Applicants can smooth the process by having all the required paperwork ready when they apply, which begins with a phone call to FEMA. To file an application, a person must be a U.S. citizen, a noncitizen national or a qualified alien. The deceased person does not need to meet those requirements, but must have died in the United States or one of its territories.

To qualify, the expenses must have been incurred after Jan. 20, 2020. All expenses for a deceased individual should be included on the same application, FEMA said. If multiple people paid expenses, one should file the application but include the expense documentation for everyone who contributed. (A co-applicant is permitted.) Reimbursements are capped at $35,500 if you lost multiple loved ones.

Death certificates issued after May 16, 2020, must list Covid-19 as a direct or indirect cause. For coronavirus deaths before that — when there was less testing early in the pandemic — there’s more flexibility: Applicants can provide a signed statement explaining the connection from the original certifier of the death (or the medical examiner or coroner where the person died).

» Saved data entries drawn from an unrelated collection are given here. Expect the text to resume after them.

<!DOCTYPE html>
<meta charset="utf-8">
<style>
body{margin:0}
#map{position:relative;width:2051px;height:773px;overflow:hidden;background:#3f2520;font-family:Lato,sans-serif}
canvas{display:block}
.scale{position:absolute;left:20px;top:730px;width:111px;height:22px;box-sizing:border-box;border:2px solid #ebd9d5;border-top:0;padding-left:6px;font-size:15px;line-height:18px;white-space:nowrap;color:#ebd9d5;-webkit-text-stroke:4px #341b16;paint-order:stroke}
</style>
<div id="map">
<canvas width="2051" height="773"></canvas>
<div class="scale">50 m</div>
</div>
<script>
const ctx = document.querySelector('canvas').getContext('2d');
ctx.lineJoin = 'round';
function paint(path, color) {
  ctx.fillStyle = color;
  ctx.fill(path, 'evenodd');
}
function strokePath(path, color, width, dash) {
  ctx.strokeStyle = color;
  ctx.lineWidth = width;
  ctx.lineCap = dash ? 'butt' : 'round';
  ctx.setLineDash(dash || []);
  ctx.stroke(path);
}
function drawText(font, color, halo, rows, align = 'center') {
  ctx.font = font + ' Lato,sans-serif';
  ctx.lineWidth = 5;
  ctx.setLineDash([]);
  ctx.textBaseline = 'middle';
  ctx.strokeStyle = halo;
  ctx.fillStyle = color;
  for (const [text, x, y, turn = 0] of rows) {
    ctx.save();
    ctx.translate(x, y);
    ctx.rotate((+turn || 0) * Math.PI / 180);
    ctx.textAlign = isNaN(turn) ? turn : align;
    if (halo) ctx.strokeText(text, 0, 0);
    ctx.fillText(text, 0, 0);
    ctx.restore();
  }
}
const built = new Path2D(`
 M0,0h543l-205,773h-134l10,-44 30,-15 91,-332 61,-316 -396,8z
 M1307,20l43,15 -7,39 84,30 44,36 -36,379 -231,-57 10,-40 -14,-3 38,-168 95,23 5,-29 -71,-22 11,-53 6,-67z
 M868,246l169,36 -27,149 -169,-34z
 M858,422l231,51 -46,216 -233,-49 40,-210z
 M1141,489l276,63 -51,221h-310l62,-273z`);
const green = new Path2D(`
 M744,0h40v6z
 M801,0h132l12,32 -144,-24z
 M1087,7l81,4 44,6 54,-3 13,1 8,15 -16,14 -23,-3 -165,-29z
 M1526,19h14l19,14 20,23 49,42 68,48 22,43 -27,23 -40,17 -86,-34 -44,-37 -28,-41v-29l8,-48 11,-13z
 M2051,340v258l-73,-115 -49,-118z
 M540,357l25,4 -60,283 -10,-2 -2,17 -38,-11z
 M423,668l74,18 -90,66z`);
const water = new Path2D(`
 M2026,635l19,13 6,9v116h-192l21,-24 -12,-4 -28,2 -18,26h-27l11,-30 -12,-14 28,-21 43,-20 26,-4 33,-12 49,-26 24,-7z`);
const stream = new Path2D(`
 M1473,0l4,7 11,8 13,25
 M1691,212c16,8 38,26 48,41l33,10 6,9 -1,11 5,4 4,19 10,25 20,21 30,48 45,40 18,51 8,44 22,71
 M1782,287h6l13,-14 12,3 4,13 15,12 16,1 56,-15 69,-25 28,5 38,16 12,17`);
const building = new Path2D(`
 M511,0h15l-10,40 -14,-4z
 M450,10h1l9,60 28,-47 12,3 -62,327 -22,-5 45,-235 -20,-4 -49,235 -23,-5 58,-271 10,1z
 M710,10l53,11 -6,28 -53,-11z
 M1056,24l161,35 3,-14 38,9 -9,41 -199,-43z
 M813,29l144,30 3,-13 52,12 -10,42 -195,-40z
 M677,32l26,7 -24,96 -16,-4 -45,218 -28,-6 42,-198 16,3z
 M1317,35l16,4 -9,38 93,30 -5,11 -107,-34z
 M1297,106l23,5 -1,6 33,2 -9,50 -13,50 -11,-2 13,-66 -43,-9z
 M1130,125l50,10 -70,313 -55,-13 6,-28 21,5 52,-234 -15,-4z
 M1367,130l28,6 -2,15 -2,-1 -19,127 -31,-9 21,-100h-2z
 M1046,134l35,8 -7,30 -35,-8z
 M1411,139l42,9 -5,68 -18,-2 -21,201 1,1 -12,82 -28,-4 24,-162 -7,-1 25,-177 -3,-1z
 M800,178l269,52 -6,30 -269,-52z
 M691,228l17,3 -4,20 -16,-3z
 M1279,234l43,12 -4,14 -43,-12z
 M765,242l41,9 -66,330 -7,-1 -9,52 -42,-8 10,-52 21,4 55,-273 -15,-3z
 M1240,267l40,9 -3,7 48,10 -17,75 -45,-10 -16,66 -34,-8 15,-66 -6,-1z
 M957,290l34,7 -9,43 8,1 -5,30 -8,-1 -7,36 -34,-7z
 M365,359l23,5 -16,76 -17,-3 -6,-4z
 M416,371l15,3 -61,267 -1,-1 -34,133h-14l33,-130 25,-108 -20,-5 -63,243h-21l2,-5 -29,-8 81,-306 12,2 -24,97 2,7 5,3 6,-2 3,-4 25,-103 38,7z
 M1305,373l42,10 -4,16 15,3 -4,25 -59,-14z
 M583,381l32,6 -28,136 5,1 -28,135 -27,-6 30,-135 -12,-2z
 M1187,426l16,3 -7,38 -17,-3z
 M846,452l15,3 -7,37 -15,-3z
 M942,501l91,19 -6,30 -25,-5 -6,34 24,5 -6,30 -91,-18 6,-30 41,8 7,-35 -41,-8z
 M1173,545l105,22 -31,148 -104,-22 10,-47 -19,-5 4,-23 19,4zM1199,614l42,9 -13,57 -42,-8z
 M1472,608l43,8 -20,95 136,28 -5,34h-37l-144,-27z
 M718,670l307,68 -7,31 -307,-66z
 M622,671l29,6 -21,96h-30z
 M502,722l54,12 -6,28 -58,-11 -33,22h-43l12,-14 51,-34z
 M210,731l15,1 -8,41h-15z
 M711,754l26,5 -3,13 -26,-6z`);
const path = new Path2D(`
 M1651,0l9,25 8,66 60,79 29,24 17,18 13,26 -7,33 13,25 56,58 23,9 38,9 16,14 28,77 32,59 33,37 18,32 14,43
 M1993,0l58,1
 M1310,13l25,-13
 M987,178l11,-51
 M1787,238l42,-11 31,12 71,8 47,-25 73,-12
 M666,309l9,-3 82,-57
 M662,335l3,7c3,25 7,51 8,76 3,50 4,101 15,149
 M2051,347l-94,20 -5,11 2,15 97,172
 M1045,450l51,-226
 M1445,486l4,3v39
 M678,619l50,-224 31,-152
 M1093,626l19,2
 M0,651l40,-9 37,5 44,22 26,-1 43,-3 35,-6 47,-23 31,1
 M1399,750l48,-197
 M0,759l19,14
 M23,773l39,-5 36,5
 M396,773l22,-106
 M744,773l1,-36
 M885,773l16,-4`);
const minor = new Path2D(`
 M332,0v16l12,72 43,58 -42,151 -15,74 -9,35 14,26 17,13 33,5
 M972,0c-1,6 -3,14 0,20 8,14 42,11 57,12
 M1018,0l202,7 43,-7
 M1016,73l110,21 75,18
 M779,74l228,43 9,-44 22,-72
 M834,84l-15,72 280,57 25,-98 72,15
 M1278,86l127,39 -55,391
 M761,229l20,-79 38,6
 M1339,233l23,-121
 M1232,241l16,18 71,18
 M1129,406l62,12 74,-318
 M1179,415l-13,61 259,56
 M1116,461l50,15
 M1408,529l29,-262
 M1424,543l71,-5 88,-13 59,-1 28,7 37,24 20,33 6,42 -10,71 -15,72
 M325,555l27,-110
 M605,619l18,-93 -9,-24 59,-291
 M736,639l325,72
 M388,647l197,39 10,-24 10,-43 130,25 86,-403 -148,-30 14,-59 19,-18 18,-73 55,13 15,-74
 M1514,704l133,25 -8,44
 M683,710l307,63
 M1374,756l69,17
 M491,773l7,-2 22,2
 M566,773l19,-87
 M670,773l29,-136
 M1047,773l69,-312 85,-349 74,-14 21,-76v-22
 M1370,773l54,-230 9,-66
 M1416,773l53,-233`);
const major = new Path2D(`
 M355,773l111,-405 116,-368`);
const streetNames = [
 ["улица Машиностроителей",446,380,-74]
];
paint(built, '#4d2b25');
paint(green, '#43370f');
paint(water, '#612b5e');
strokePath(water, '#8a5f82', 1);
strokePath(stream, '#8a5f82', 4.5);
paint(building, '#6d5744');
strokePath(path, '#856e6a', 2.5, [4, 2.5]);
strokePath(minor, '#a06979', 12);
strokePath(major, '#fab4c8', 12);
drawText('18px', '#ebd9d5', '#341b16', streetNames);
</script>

The program will not reimburse for bills paid with assistance from another source, such as prepaid funeral contracts or burial and funeral insurance. But applicants may still be eligible for FEMA assistance if those sources didn’t cover all costs.

Dealing with paperwork in the throes of emotional trauma is difficult, but keeping clear records can ease the application process. Mrs. Wynn McBrayer, the funeral home director, said survivors who intended to apply for the program should be careful to use their full legal name on receipts to match what would be used on the application.

“It is a blessing,” she said of the assistance, “if you can find a blessing in the rubble.”

Karen Bopp, who lost her 94-year-old mother to Covid last year, learned about the program through an email from her U.S. representative that arrived just hours before her mother died. Ms. Bopp’s mother, Mary, died of a heart condition exacerbated by the coronavirus nearly four months after testing positive on Christmas.

“We didn’t want to put her in the hospital because there were all of these stories of saying goodbye on a Zoom call, so we kept her at home,” Ms. Bopp said, adding that her son, Tyler, handled most of the caregiving. “The Covid thing was a real shocker. She wasn’t ready to go.”

Before she even applied, Ms. Bopp had to correct the death certificate; it listed diastolic heart failure as a cause of death, not Covid-19. That may have been the easiest hurdle to overcome — her mother’s hospice care provider quickly addressed the problem.

Ms. Bopp began the application process in late April, but she wasn’t reimbursed until October — much longer than the roughly 70 days that FEMA said was the median time from application to an eligibility decision.

Even with the corrected death certificate, she said, FEMA initially rejected the claim because the agency couldn’t find Covid listed as a cause. There were other hurdles: After settling a problem with a hard-to-read burial receipt, there was an issue with the receipt for the coffin.

Ms. Bopp’s mother, a Catholic, had requested that it be made by an order of Benedictine monks that had produced a coffin for a friend’s funeral. Ms. Bopp had to call the abbey and eventually coordinated a conference call with its business manager and FEMA. The problem took more than a month to resolve.

“I have correspondence with at least 15 if not 20 people of having submitted documentation and having it rejected,” said Ms. Bopp, a reading and math interventionist in an elementary school in Illinois.

After more than four months of back and forth — Ms. Bopp said she had logged into her FEMA account more than 31 times — she was reimbursed for the full cost of the funeral, about $8,000.

The money arrived within a couple of weeks, and Ms. Bopp was able to repay a home-equity loan that her mother had taken out and that the family had used to pay the funeral expenses. With the loan paid off, the family was able to settle her mother’s estate.

“The process was way more difficult and time consuming than we had anticipated,” Ms. Bopp said, “so it was a great relief to be able to finalize everything.”